Resolve Digestive Issues—4 Actions to Enhance Intestinal Wellbeing

Having issues with digestion is not a pleasant experience. Symptoms such as feeling bloated, passing gas, being constipated, and having diarrhea can be quite uncomfortable.


All of these are indicators of a digestion system that is not functioning correctly. Poor digestion can be the cause of many medical problems. When the digestive system fails to do its job, it makes it difficult for the body to deliver the necessary nutrition to our cells. What can be done to address this issue? Fortunately, it does not require a major overhaul to enhance digestion – usually, just some adjustments are necessary. If you’re looking to better your health or you’re having difficulty with digestion, try putting these basic modifications into practice.

1)    Take the time to chew your meals.


Chewing is the first move in the digestive process for the body. This physical activity initiates the secretion of digestive juices that help in breaking down food. If the food is already broken down in advance, it causes lower exertion for the stomach and intestines. Properly chewing also makes it simpler for your cells to absorb the nutrients. There is a recommendation from certain health professionals that you should chew your food 25 times; though this may appear to be an extreme measure, being aware of chewing more extensively will help the entire process.

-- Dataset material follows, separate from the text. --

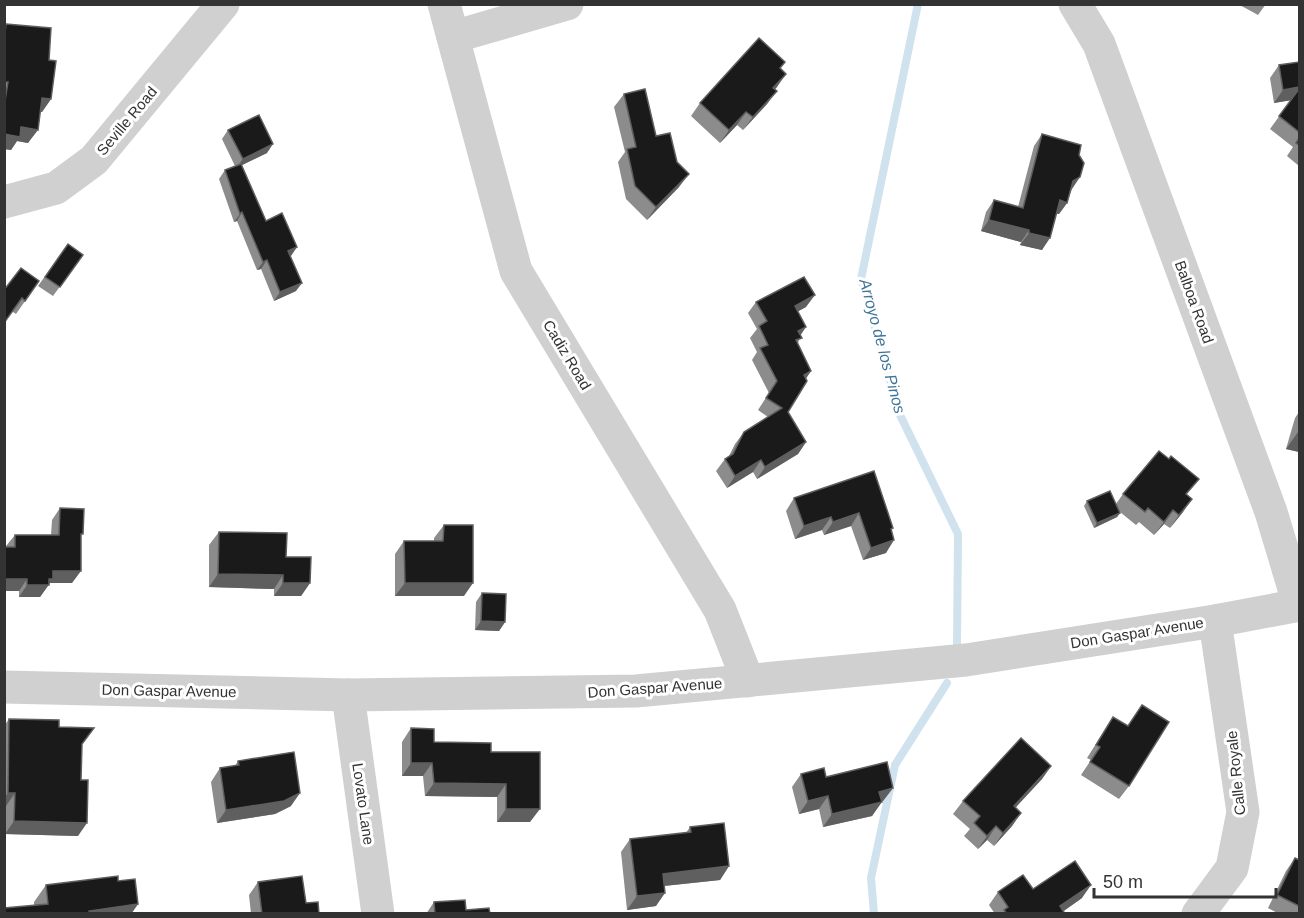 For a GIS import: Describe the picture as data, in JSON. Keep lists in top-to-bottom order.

2)    Enhance your digestive juices.

To properly break down proteins, the stomach needs to be highly acidic. If the acid levels are low, large particles of the proteins will travel to the small intestine, thus causing problems like abdominal bloating, excessive gas and acid reflux. To raise the acidity of the stomach, people can try to drink a mixture of a tablespoon of lemon juice or apple cider vinegar and a glass of water before consuming a meal that is high in proteins. You can also use supplements in the form of HCL or digestive enzymes that contain HCL is a good strategy to help break down the various elements within your meals.


3) Incorporate probiotics into your diet.


If I were only able to use one dietary supplement each day, it would be probiotics. Probiotics are living microorganisms that restore the beneficial bacteria in the intestines. It is essential to have the right balance between good and bad bacteria for digestion and for boosting the immune system in the gut. Probiotics enhance the body’s capacity to get the most nutrition from the food we eat. Eating probiotic foods are another way of getting beneficial bacteria into your digestive system. Good sources of fermented foods are kimchi, sauerkraut, kefir, and kombucha.

At the London Centre for Functional Medicine, our go-to probiotics are Cell Core CT Probiotic which is a combination of three different strains of probiotics including a blend of spore-forming and non-spore-forming bacteria including Schroyer’s boulardi combined with Carbon Technology. It provides 11 bacterial strains that are essential for supporting detoxification, digestive function, and immunity

4) Start using the blender.

Our digestion system has to expend energy in order to break down a piece of chicken into amino acids that can be used by our cells. To give our digestive system a rest, I suggest replacing a meal per day with a low glycemic smoothie. Make sure that your smoothie contains enough protein, fat, and fiber to make you feel full and balance your glucose level. The dish I default to when I want to eat a balanced, easy to digest meal is a smoothie with good fats, protein, critical clean carbohydrates which can be used as a meal replacement.